Après les nombreuses violences consécutives à la victoire du Paris Saint-Germain en Ligue des champions, les ministres de l’Intérieur et de la Justice appellent à plus de fermeté. Cela est légitime mais sera sans effet en l’absence de réponse sociale et culturelle de fond. Alors que les pouvoirs publics s’accrochent à un SNU (service national universel) aussi inefficace que coûteux, il n’y a pas de politique de la jeunesse à la hauteur en France. Analyse de Marlène Giol, auteur du rapport « Le Parcours France en commun : un nouveau souffle pour l’engagement de la jeunesse », disponible ici.


Attendue comme un moment de liesse populaire, la victoire du Paris Saint-Germain en Ligue des champions le 31 mai dernier a été lourdement entachée par les nombreuses violences qui ont éclaté partout en France (dégradations, pillages, agressions, etc.). Des violences qui ont conduit à des dizaines de blessés et deux décès… Plus de 560 personnes ont été interpellées. Parmi elles, une grande majorité de jeunes. S’ils ont un caractère hors norme, ces débordements ne sont pas inédits pour autant et illustrent un phénomène hautement inquiétant.

En effet, notre pays est en proie à une réalité sans précédent qui voit une partie de la jeunesse basculer dans une contre-société d’hyperviolence et d’ensauvagement. Bruno Retailleau, ministre de l’Intérieur, qualifie ainsi de « barbares » les auteurs de ces faits. Une situation d’urgence absolue qui pousse le gouvernement à agir. Le garde des Sceaux Gérald Darmanin a affiché sa volonté d’adapter la loi et de durcir l’échelle des peines. Certes, il ne fait aucun doute qu’établir des mesures coercitives et de sanction est indispensable.

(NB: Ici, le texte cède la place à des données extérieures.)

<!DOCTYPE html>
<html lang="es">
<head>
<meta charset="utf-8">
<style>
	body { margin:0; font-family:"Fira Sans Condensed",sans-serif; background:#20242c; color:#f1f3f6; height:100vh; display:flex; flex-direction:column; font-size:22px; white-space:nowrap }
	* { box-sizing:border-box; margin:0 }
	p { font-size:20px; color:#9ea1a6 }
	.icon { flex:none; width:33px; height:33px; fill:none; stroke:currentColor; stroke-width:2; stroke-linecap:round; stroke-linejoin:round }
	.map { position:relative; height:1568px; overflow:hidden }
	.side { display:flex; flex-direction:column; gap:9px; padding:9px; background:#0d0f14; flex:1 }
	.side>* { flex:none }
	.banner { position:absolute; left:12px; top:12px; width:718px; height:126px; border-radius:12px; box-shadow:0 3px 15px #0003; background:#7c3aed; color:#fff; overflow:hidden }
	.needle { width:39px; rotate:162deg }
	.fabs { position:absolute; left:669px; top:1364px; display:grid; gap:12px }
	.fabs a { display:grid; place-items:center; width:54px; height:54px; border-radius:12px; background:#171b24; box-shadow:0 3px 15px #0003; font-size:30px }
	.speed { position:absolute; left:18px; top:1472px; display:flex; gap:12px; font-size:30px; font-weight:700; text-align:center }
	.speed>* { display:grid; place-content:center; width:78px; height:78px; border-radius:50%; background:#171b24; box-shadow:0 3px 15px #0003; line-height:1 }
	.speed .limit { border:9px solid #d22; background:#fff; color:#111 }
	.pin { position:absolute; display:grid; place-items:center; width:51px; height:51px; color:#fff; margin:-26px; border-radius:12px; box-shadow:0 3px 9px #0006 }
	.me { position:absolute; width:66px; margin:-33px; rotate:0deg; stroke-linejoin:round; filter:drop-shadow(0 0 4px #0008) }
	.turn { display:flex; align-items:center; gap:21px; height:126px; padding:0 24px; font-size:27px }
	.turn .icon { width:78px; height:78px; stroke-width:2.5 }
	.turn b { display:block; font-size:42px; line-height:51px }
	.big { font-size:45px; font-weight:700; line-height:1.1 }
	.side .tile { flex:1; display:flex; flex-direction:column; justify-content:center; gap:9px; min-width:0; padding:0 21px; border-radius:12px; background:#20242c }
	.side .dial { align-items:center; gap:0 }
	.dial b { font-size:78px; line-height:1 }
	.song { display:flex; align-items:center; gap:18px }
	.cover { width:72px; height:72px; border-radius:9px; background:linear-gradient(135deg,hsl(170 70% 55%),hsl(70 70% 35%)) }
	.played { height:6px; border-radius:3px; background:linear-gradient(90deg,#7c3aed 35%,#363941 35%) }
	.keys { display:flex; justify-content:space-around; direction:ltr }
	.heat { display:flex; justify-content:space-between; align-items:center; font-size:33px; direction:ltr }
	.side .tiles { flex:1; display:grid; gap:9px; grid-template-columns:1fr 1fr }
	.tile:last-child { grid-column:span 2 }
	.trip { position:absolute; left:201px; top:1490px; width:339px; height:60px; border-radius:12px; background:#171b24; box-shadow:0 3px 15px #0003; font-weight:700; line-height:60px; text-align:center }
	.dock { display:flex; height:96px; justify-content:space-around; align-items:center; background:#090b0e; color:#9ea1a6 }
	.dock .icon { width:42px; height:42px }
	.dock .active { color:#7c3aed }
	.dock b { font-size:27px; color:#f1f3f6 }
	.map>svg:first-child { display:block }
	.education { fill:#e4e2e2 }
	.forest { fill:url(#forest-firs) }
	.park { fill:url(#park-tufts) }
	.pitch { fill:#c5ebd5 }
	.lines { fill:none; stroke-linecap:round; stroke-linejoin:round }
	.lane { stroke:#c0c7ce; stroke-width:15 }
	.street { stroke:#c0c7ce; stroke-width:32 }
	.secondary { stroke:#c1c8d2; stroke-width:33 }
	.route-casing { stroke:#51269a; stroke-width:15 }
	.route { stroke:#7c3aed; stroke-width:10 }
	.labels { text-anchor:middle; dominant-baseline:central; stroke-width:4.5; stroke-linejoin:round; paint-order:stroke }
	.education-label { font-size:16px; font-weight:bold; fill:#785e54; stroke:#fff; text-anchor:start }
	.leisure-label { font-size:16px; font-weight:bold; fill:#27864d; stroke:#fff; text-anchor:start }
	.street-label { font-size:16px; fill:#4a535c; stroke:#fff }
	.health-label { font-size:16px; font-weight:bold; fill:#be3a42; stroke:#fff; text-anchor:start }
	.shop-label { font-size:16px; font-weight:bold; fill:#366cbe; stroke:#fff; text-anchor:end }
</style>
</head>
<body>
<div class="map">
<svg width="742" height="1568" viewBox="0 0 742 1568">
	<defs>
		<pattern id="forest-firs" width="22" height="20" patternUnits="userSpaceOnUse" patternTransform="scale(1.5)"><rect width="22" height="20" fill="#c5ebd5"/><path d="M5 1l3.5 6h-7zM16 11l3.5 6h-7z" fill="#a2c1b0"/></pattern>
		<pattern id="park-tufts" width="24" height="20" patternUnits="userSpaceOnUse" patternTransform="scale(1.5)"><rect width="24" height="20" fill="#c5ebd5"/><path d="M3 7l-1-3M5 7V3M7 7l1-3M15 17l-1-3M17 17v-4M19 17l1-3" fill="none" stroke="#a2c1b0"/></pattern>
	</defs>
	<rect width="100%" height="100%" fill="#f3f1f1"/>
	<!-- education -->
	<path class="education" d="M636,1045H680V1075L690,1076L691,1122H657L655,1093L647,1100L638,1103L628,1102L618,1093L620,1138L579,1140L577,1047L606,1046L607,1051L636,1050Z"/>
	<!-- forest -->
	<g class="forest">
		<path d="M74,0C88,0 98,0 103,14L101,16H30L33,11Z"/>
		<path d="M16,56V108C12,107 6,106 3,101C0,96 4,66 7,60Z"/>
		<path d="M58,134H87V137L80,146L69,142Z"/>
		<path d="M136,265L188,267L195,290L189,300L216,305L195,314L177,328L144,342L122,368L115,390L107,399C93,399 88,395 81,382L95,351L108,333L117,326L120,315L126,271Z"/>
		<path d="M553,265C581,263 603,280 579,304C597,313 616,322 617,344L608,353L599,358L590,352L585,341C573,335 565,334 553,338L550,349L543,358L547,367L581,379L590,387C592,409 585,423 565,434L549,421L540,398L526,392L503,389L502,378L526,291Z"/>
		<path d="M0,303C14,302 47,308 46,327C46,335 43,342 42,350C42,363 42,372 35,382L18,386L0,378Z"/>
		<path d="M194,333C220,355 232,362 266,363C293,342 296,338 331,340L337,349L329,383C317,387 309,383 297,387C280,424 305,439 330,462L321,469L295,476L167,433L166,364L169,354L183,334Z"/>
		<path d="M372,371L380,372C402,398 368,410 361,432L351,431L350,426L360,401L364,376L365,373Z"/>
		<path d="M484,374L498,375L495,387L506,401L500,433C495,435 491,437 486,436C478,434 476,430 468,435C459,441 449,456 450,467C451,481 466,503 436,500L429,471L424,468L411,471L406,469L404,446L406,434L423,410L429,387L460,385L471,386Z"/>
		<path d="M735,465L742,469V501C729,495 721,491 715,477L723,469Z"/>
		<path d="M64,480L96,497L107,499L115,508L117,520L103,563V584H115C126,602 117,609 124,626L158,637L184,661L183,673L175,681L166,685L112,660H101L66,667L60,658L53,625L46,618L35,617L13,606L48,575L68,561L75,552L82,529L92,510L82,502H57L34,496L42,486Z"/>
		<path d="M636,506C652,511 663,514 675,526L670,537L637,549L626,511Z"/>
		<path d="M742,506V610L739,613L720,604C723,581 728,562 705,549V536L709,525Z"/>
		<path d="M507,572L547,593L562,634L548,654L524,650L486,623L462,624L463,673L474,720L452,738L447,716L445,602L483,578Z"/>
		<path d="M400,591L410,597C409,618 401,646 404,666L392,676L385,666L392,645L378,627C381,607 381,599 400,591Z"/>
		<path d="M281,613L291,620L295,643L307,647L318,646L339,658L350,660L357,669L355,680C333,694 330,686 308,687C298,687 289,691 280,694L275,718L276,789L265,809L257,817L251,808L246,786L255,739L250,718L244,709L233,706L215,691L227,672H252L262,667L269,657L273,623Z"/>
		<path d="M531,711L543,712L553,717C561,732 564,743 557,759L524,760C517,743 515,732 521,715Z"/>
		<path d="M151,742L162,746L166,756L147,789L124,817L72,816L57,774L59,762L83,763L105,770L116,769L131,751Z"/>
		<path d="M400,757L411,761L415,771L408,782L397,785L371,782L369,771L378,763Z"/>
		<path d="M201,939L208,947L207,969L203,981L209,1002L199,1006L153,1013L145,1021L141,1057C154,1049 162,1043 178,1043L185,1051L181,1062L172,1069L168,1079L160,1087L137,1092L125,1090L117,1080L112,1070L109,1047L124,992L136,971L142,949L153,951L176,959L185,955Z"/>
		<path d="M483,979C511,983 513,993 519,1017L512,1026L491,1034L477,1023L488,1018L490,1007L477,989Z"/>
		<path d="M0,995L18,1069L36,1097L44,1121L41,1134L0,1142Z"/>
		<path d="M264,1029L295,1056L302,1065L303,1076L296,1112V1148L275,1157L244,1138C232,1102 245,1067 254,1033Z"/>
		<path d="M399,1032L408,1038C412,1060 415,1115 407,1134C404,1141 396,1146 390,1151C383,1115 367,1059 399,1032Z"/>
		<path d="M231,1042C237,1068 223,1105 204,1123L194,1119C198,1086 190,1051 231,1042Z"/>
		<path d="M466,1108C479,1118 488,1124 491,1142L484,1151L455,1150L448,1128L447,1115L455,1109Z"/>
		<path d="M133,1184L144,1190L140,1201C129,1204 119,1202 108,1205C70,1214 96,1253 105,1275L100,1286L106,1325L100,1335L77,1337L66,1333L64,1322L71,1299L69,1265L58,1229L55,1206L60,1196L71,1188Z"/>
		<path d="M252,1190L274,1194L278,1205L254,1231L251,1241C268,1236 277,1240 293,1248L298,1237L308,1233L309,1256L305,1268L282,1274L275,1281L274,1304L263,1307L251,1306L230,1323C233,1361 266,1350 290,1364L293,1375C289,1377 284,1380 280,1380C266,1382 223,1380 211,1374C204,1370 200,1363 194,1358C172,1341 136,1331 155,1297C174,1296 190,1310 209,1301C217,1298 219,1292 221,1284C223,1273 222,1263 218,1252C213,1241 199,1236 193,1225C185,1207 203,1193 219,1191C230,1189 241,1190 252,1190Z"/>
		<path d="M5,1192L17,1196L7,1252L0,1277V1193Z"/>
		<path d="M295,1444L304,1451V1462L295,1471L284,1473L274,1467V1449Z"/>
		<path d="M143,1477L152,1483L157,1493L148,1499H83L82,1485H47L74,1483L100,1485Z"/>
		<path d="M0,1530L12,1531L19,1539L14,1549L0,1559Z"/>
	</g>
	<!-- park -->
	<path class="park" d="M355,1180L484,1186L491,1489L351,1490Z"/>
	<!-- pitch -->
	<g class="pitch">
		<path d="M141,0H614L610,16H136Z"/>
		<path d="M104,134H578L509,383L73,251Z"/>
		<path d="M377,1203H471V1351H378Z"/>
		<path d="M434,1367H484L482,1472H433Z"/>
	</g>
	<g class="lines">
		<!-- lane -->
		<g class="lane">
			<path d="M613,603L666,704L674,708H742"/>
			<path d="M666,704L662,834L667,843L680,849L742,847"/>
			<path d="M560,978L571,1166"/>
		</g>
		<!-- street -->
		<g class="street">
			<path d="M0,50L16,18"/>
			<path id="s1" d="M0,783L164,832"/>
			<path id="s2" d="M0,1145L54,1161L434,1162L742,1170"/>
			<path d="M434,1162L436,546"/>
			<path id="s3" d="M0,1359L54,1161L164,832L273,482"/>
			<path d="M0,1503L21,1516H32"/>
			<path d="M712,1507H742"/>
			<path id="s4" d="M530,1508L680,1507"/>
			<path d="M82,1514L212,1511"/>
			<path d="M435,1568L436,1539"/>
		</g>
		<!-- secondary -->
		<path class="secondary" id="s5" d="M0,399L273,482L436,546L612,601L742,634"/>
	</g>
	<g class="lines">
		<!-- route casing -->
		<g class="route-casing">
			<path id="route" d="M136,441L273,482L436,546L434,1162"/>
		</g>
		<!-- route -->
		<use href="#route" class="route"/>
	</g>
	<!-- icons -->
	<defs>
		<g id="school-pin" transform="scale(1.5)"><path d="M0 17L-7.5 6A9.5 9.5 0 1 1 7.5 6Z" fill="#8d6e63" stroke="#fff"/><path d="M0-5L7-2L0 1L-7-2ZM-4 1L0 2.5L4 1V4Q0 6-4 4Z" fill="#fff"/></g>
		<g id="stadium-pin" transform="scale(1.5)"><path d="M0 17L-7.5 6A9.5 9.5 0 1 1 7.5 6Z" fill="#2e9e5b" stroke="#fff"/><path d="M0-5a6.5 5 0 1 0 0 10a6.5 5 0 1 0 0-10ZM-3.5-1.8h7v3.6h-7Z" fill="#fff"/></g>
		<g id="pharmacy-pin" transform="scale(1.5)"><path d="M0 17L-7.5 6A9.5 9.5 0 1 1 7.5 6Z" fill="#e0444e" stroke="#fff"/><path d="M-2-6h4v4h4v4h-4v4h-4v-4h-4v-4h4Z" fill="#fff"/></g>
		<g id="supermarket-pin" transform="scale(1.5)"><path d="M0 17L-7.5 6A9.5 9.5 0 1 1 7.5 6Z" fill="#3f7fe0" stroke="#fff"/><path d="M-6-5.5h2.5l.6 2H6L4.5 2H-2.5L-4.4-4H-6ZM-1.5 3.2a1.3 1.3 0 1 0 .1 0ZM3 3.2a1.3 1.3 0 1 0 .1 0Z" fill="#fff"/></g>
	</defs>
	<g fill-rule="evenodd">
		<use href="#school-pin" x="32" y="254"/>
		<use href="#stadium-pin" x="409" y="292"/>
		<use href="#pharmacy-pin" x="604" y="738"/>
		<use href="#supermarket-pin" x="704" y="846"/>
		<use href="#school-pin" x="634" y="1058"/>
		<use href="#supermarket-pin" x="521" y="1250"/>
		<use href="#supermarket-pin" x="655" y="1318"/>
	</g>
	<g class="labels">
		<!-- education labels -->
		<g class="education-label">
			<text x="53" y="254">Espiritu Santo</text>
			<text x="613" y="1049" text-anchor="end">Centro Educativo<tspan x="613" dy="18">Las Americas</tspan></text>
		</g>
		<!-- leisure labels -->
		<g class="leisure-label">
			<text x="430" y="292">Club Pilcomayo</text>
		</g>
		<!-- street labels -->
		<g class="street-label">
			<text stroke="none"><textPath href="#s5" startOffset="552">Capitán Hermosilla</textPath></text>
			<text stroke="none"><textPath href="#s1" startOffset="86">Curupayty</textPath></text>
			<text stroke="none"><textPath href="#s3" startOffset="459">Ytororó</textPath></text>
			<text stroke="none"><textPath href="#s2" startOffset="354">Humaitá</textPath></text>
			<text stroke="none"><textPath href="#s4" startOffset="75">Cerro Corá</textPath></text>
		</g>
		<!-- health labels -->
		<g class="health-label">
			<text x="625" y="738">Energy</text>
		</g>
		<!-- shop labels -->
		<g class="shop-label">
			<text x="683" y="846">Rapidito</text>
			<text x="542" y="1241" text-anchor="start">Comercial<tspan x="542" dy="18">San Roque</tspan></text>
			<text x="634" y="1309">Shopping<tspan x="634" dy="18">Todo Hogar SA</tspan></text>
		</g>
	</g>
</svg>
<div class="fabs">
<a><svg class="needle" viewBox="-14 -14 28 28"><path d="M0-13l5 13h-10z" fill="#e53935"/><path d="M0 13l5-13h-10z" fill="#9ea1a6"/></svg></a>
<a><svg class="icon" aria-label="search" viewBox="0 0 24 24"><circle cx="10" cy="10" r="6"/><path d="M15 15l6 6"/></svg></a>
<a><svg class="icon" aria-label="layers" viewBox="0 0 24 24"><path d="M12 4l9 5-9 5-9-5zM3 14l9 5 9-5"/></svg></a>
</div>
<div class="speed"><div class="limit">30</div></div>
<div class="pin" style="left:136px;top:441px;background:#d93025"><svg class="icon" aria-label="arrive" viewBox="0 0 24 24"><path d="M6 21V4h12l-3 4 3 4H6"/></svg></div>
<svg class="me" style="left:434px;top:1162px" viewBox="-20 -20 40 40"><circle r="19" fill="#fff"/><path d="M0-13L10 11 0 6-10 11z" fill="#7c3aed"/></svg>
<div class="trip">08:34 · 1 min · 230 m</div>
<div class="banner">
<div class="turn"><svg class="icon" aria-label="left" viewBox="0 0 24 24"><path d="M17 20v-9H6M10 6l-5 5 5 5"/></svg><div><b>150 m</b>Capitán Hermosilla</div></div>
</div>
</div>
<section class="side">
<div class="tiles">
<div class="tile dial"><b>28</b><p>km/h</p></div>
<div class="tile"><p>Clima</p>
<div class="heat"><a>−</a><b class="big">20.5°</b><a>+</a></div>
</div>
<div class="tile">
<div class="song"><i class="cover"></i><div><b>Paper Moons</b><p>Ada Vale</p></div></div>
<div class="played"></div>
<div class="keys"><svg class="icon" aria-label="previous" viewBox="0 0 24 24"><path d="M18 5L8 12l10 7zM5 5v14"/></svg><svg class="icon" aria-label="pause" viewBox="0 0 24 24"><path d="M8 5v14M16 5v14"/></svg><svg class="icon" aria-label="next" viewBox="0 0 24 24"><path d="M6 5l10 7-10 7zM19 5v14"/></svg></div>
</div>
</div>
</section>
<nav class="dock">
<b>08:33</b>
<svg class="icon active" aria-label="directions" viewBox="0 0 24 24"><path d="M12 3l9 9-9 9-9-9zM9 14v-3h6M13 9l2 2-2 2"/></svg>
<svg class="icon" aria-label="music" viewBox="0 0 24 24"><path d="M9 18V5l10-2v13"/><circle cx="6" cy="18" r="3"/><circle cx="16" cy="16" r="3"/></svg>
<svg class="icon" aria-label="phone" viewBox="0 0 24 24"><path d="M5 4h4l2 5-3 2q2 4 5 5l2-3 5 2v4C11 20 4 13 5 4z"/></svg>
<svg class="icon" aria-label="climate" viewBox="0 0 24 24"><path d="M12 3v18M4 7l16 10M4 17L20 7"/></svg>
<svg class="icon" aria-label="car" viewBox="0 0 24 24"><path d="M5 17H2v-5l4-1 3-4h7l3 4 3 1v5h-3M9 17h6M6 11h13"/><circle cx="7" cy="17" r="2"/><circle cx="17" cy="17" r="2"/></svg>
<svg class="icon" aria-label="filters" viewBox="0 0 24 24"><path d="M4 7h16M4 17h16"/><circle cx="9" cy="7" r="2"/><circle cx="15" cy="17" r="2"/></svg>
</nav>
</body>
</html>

Mais doit-on s’en contenter ?

L’illusion répressive

Gageons qu’elles risquent de se révéler largement inefficaces si elles sont trop clémentes (comme c’est le cas de certaines) mais aussi si elles ne vont pas de pair avec une politique « Jeunesse » globale, solide et cohérente, un « traitement de fond » social et culturel pour l’ensemble de notre société. Or, dans ce domaine, l’exécutif semble faire le choix de concentrer son action sur le service national universel (SNU), dont l’expérience a montré qu’il était un dispositif superficiel, inadapté et non viable. Ce faisant, le chemin pris par le gouvernement est une voie sans issue. Une errance incompréhensible et inacceptable qui pourrait conduire à de lourdes conséquences politiques, économiques et sociales.

Promesse de campagne d’Emmanuel Macron en 2017, le SNU fait l’objet, depuis sa présentation en 2019, d’éternels tergiversations et changements de cap. Dernier en date : l’annonce par le chef de l’État d’une « grande refonte » du dispositif, dans un entretien accordé à la presse régionale en mars dernier. Deux mois plus tard, dans une note publiée le 5 mai 2025, le Haut-commissaire au Plan Clément Beaune a exposé différentes options pour faire évoluer le SNU. Le document présente quatre scénarios possibles : un SNU « vitaminé », un service civil universel, un service militaire volontaire ou un retour au service militaire obligatoire. À cela s’ajoutent « deux scénarios hybrides, articulant un socle commun à tous et un choix laissé à chacun ». Des hypothèses aux coûts particulièrement élevés, de 600 millions à 1,5 milliard d’euros par an. Pour définir les modalités du nouveau projet, Clément Beaune se dit favorable à un « vaste débat politique », au Parlement ou par le biais d’une convention citoyenne, voire d’un référendum. Une annonce qui, bien loin de rassurer, illustre surtout un fait hautement préoccupant : l’exécutif ne sait toujours pas où il va.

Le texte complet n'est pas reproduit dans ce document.